マルケスはアメリカラウンド(アメリカズGP、USGP、インディアナポリスGP)でデビューから10連勝を達成。合計13戦して11勝という驚異的な勝率を誇っている。そしてアメリカズGPでは18年まで6連覇を達成した。
だが、19年に転倒リタイアすると、20年はコロナ禍で開催中止。21年に7勝目を挙げたが、22年はホンダのマシン低迷で6位。昨年は怪我のために出場できず、マルケスファンにとっては寂しい時期が続いた。しかし、今年はドゥカティに移籍して「強いマルケス」が復活しつつあり、その熱い走りにファンは一喜一憂することになった。
スプリントで見せた速さ
土曜日に行われた予選は今季ベストグリッド獲得の3番手。その後に行われた10周のスプリントでは、今季初PPから快走したマーベリック・ビニャーレスを追撃して2位でフィニッシュ。優勝こそ果たせなかったが、レース後のセレモニーではアメリカのファンの声援の中、壇上に現れたヒップホップの歌い手に合わせダンスを披露するファンサービスで大いに盛り上げた。
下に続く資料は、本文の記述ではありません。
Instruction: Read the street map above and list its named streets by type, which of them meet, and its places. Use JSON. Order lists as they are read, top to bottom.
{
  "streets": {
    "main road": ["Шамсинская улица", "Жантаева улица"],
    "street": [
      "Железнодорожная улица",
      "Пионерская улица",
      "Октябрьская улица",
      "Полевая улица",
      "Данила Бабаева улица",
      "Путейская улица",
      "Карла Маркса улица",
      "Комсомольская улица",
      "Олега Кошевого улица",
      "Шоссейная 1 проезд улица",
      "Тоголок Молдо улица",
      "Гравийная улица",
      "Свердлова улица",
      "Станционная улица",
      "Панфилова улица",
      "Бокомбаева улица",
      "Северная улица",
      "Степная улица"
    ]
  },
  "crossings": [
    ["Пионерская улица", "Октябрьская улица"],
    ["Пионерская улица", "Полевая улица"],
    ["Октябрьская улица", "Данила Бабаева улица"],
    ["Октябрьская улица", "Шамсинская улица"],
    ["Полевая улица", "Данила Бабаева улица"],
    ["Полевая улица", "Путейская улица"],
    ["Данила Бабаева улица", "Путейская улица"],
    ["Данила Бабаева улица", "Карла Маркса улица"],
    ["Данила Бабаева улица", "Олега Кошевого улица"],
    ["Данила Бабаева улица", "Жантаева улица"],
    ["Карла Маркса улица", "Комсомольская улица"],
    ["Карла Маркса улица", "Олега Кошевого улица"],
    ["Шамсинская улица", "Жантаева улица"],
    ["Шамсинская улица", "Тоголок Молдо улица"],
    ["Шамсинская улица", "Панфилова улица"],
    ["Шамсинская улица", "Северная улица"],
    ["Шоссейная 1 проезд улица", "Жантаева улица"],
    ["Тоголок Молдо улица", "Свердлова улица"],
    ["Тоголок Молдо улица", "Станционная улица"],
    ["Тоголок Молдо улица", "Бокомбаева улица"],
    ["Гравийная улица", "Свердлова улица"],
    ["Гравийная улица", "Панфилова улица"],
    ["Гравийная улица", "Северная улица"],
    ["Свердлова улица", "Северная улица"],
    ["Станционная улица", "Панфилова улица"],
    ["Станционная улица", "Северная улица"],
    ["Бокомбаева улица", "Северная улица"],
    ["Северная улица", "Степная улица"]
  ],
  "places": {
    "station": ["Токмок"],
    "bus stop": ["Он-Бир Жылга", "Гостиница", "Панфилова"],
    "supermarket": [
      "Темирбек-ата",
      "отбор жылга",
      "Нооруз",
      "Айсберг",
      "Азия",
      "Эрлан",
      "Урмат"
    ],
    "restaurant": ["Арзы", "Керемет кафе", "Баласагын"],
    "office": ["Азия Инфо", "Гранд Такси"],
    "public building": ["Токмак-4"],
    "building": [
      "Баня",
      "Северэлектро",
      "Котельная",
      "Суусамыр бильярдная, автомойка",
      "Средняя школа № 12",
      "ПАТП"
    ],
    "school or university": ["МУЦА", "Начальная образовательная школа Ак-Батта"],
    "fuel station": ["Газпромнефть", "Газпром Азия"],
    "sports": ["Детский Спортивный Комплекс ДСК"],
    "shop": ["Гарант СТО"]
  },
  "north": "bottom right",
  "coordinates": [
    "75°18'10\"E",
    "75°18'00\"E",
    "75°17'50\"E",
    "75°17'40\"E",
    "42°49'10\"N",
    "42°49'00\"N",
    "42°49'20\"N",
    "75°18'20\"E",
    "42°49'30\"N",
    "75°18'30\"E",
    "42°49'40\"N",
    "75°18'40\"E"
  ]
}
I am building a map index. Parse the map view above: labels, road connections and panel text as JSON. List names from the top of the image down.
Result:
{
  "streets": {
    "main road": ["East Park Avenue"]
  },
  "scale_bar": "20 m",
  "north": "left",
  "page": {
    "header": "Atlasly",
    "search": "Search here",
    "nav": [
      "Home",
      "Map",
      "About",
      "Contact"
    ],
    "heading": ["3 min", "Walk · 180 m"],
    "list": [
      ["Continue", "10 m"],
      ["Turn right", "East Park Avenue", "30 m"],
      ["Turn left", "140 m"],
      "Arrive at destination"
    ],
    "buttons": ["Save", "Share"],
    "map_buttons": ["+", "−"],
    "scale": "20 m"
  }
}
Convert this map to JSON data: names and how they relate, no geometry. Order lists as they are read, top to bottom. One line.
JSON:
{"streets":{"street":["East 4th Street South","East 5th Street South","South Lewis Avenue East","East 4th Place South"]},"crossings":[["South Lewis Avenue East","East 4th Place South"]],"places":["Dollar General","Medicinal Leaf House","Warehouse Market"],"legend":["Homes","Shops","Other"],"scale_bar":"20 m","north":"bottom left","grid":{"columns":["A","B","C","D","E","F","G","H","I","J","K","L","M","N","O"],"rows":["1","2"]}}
絶対王者として君臨した時代を彷彿させるパフォーマンスにアメリカのファンも大喜びで、気分の乗ってきたマルケスが日曜に行われる20周の決勝レースでどんな走りを見せるのか、ドゥカティ初表彰台・初優勝を達成するのだろうかと期待は膨らむばかりだった。
迎えた決勝レース、フロントロースタートのマルケスは1コーナーで押し出される格好でやや遅れるも、1周目を4番手で戻ってきた。5周目には先行するディフェンディングチャンピオンのフランチェスコ・バニャイアと驚異の新人ペドロ・アコスタをかわして2番手に浮上。